A vida é sempre maior ou menor do que nós. Ou bem a fantasia
nos conduz, e acabamos sendo
confrontados a uma realidade
moral ou mesmo física que a destrói, ou bem a ausência de fantasia
nos avilta.
Uma questão que se impõe,
portanto, é: qual o lugar de Zurlini
no grande cinema italiano do pós-guerra. Ele não foi um inovador,
como Rossellini ou Antonioni,
não foi incisivo como Visconti ou
Pasolini, não foi bombástico e popular como Fellini.
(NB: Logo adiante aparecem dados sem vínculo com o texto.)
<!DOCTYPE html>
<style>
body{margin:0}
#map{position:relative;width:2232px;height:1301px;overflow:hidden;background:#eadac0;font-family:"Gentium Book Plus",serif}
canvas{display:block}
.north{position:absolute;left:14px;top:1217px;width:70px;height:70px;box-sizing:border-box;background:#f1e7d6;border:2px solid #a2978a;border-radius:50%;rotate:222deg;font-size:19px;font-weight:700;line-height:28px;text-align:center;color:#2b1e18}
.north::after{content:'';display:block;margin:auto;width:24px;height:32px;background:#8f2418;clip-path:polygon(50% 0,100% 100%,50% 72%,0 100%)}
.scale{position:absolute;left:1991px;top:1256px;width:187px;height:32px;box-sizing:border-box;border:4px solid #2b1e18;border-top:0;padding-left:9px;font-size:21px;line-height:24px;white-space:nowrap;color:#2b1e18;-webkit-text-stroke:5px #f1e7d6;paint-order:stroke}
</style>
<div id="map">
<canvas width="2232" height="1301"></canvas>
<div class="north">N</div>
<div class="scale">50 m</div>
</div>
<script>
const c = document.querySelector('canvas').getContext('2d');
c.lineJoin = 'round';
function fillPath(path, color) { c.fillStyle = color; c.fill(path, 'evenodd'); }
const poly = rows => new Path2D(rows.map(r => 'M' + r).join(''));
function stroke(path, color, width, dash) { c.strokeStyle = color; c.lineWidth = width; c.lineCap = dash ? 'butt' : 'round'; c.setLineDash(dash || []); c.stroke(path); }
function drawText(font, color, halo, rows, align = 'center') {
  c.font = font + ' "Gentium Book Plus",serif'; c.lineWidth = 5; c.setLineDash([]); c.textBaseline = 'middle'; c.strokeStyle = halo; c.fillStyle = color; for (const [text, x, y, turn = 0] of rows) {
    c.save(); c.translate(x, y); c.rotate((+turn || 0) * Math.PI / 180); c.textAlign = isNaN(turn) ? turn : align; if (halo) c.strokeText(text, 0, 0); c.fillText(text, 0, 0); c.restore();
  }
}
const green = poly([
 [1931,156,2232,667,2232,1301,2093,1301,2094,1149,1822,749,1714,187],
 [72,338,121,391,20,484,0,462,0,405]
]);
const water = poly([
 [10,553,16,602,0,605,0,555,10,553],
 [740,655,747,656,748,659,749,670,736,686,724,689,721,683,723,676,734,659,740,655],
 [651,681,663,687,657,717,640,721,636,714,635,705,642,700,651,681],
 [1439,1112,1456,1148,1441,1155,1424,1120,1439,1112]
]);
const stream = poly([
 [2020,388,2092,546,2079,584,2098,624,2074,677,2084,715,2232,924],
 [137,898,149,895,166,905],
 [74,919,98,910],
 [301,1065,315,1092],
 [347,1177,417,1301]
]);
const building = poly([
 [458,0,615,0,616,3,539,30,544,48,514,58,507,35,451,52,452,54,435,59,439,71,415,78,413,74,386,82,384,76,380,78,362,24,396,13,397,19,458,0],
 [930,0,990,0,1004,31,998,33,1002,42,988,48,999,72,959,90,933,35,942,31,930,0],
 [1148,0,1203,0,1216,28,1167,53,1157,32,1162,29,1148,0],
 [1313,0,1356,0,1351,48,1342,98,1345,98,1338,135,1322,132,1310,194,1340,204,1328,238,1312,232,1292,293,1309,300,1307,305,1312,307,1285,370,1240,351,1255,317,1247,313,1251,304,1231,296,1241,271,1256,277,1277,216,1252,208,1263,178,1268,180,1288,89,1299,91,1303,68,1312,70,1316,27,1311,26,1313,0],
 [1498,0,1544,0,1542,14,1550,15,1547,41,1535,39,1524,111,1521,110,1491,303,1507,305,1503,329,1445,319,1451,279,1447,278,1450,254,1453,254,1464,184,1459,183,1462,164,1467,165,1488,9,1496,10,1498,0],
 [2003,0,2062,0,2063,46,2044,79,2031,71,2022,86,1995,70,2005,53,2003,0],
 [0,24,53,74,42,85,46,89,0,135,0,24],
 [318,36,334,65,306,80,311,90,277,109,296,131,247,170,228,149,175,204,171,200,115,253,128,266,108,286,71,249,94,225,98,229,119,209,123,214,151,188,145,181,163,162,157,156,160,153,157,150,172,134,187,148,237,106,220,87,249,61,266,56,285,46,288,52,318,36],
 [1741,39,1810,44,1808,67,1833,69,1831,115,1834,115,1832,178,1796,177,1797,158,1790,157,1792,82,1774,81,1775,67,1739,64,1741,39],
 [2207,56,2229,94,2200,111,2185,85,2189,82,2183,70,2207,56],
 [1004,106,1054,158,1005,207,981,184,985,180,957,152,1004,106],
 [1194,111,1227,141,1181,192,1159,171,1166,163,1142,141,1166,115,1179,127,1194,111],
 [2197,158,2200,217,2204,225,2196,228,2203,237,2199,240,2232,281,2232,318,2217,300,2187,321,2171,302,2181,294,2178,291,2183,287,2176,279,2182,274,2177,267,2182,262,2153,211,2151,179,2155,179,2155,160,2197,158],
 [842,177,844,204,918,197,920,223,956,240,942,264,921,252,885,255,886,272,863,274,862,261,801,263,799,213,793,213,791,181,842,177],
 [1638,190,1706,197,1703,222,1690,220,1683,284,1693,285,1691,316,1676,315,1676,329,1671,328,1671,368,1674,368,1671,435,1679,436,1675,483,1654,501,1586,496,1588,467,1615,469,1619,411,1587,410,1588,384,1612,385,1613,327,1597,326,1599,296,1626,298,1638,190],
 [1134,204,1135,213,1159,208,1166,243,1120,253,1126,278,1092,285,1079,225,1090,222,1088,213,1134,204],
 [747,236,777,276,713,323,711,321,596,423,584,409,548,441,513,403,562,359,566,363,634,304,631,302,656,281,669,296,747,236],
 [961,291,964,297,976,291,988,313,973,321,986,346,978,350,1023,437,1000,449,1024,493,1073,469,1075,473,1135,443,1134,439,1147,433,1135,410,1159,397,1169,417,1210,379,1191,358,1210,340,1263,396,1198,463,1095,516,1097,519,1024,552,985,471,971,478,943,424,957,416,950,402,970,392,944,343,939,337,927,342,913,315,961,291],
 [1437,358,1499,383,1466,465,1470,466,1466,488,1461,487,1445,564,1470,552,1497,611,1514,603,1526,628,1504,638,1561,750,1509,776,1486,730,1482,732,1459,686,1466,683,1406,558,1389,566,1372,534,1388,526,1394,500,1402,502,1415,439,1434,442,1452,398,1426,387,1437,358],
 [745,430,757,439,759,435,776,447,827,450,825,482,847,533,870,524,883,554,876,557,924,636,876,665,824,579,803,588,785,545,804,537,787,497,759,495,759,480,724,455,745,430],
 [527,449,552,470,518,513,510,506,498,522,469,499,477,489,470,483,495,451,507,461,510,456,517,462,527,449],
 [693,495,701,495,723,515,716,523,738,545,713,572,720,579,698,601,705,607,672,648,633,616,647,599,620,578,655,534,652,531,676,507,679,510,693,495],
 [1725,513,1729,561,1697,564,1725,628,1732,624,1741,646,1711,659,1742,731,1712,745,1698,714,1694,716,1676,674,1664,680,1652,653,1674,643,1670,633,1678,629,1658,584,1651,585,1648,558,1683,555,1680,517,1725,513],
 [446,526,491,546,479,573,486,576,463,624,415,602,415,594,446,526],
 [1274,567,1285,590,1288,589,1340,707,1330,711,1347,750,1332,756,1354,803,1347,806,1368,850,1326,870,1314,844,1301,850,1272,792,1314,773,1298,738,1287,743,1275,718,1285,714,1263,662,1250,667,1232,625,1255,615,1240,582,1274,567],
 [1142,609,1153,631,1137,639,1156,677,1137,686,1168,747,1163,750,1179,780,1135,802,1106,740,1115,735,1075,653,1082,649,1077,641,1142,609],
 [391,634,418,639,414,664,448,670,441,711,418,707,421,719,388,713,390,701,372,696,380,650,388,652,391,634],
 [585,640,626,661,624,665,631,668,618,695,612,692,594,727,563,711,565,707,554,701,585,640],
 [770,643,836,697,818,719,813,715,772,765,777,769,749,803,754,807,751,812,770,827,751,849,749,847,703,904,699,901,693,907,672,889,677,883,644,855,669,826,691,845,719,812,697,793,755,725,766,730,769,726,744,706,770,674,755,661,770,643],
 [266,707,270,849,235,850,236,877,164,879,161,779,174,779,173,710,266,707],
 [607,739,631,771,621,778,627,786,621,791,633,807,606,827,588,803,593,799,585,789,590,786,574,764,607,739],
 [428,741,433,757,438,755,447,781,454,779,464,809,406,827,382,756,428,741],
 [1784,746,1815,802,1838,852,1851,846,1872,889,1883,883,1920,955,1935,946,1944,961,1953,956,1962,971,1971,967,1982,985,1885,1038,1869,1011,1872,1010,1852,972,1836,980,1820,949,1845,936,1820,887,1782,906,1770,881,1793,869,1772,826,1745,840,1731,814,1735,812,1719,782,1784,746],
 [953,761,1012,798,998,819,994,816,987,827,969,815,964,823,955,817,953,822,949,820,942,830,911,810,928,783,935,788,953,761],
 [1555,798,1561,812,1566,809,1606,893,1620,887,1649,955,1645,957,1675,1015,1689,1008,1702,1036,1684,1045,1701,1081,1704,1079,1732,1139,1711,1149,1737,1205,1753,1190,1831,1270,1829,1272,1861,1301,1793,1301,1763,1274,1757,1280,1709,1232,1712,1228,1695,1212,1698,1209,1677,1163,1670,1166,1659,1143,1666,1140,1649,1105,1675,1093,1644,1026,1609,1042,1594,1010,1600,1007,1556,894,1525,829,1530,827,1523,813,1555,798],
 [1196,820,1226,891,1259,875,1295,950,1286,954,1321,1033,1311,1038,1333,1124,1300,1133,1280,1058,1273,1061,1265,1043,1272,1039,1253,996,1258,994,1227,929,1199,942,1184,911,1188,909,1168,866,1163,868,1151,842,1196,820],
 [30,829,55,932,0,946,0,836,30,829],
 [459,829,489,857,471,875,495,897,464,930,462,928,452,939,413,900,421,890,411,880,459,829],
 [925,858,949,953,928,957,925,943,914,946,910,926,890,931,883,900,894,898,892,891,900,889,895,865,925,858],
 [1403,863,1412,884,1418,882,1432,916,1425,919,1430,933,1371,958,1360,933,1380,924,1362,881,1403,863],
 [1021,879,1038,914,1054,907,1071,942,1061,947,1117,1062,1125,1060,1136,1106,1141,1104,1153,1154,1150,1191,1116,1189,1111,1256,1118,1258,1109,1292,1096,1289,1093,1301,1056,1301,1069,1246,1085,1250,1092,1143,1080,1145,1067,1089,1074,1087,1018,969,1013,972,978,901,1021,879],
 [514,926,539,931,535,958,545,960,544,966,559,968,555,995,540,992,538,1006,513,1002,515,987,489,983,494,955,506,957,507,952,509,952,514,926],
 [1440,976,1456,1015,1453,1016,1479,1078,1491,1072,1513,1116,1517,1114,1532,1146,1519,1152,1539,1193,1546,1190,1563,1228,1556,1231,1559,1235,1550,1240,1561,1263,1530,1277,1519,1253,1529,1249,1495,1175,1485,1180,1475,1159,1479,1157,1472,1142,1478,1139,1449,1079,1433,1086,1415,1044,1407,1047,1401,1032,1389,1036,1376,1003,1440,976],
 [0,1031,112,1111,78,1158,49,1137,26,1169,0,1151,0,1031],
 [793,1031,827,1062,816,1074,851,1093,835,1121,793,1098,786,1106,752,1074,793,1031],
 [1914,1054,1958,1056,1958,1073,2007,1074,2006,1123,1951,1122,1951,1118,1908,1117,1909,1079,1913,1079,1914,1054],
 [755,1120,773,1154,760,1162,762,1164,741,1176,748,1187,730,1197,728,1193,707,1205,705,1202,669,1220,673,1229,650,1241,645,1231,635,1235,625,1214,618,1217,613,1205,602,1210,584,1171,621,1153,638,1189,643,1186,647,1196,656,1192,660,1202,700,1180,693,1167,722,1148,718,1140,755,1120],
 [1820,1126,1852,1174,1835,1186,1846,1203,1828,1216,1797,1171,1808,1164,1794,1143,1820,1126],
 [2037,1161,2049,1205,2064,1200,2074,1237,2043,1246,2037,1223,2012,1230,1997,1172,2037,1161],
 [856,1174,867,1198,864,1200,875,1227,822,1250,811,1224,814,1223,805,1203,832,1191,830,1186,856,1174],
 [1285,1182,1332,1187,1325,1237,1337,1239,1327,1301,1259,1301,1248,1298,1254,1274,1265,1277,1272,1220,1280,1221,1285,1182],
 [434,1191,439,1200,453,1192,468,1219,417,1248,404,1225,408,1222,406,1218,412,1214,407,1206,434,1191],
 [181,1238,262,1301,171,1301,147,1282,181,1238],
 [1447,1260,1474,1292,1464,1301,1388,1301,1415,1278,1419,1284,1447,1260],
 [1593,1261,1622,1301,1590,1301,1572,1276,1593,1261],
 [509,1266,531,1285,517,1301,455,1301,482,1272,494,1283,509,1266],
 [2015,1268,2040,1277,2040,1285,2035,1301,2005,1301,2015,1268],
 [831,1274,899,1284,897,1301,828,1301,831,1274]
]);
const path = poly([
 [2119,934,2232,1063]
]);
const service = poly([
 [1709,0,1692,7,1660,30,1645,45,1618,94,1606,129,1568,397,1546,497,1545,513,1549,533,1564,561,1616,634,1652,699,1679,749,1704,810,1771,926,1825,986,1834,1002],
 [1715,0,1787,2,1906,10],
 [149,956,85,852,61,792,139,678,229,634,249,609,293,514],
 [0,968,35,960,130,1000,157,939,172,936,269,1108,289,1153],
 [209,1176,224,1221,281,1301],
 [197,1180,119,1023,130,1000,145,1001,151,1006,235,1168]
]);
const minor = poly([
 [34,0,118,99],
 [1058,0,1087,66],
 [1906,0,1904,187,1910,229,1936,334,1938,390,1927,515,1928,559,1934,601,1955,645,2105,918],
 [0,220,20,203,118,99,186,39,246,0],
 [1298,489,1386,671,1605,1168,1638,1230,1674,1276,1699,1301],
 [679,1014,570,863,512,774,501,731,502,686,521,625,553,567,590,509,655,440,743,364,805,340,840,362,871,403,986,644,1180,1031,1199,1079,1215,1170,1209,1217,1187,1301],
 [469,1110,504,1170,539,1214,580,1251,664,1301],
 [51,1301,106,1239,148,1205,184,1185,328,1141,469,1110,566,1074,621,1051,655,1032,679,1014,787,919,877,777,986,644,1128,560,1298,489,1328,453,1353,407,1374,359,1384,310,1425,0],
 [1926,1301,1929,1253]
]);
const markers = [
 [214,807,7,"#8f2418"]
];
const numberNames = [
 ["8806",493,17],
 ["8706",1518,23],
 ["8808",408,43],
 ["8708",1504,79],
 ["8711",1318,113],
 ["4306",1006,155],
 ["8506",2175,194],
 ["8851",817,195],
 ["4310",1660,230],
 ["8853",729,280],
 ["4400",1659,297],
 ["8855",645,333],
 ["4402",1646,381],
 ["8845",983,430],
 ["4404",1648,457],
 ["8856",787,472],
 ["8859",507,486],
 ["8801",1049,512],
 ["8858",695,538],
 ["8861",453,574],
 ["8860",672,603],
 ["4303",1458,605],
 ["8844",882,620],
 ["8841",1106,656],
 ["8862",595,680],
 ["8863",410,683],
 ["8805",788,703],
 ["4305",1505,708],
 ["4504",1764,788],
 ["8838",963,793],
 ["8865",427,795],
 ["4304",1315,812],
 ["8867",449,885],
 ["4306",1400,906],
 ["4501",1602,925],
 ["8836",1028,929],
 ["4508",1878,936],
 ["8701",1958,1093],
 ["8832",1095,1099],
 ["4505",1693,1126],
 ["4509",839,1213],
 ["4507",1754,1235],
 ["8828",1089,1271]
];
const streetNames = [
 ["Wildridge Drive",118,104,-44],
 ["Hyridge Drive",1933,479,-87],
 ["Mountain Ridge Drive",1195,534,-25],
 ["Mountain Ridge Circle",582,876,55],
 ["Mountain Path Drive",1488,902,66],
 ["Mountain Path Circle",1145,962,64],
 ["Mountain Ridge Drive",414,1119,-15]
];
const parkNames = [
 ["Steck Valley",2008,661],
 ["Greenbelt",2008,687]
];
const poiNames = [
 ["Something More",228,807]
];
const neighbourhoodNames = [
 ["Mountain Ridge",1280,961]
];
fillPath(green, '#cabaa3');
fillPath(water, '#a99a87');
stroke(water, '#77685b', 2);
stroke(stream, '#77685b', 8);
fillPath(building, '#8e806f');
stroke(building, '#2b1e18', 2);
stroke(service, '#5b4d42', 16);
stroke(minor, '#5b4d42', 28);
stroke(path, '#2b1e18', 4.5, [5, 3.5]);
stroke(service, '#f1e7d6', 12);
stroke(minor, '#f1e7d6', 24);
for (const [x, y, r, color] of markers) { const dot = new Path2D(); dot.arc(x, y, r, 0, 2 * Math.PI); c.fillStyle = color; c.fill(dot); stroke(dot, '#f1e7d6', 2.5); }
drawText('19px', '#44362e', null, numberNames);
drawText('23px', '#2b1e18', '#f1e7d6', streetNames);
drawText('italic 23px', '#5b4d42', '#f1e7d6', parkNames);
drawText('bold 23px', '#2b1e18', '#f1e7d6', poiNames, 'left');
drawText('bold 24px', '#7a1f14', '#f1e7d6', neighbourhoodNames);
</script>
Esteve próximo do melodrama, mas, ao contrário de um De Sica, driblou-o
seguidamente.
Zurlini é um intimista, por certo, mas esse é o tipo de qualificação que -Japão à parte- soa
quase como desabonadora.
Não é preciso diminuir a contribuição dos cineastas maiores (ou
mais famosos) para incluir Zurlini entre eles.
Seus filmes são como monolitos
que, quase 20 anos depois de sua
morte, permanecem intocados,
legíveis (isto é: ainda a ler), carregados de um mistério que não se
desprega de seus personagens,
que não se deixa superar.
Essa retrospectiva promovida
pela 25ª Mostra introduzirá muitos cinéfilos à sua obra invulgar.
Ajudará, ainda, outros a aproximarem-se dela de maneira mais
completa. E trará a certeza de que
Valerio Zurlini está longe de ser
um cineasta menor com momentos de gênio.
É um autor cuja doçura triste,
delicadeza de traço, constância
têm muito a nos dizer. Sobre a vida, sem dúvida, mas também sobre o cinema.
Se cada vez mais nos deixamos
influenciar pelo brilhareco, Zurlini está aí a nos lembrar que o cinema pode se passar de impactos fáceis. Ou antes, que tende a ser tão
mais duradouro (portanto, importante) quanto menos se deixe
contaminar pelos apelos não raro
caóticos do momento.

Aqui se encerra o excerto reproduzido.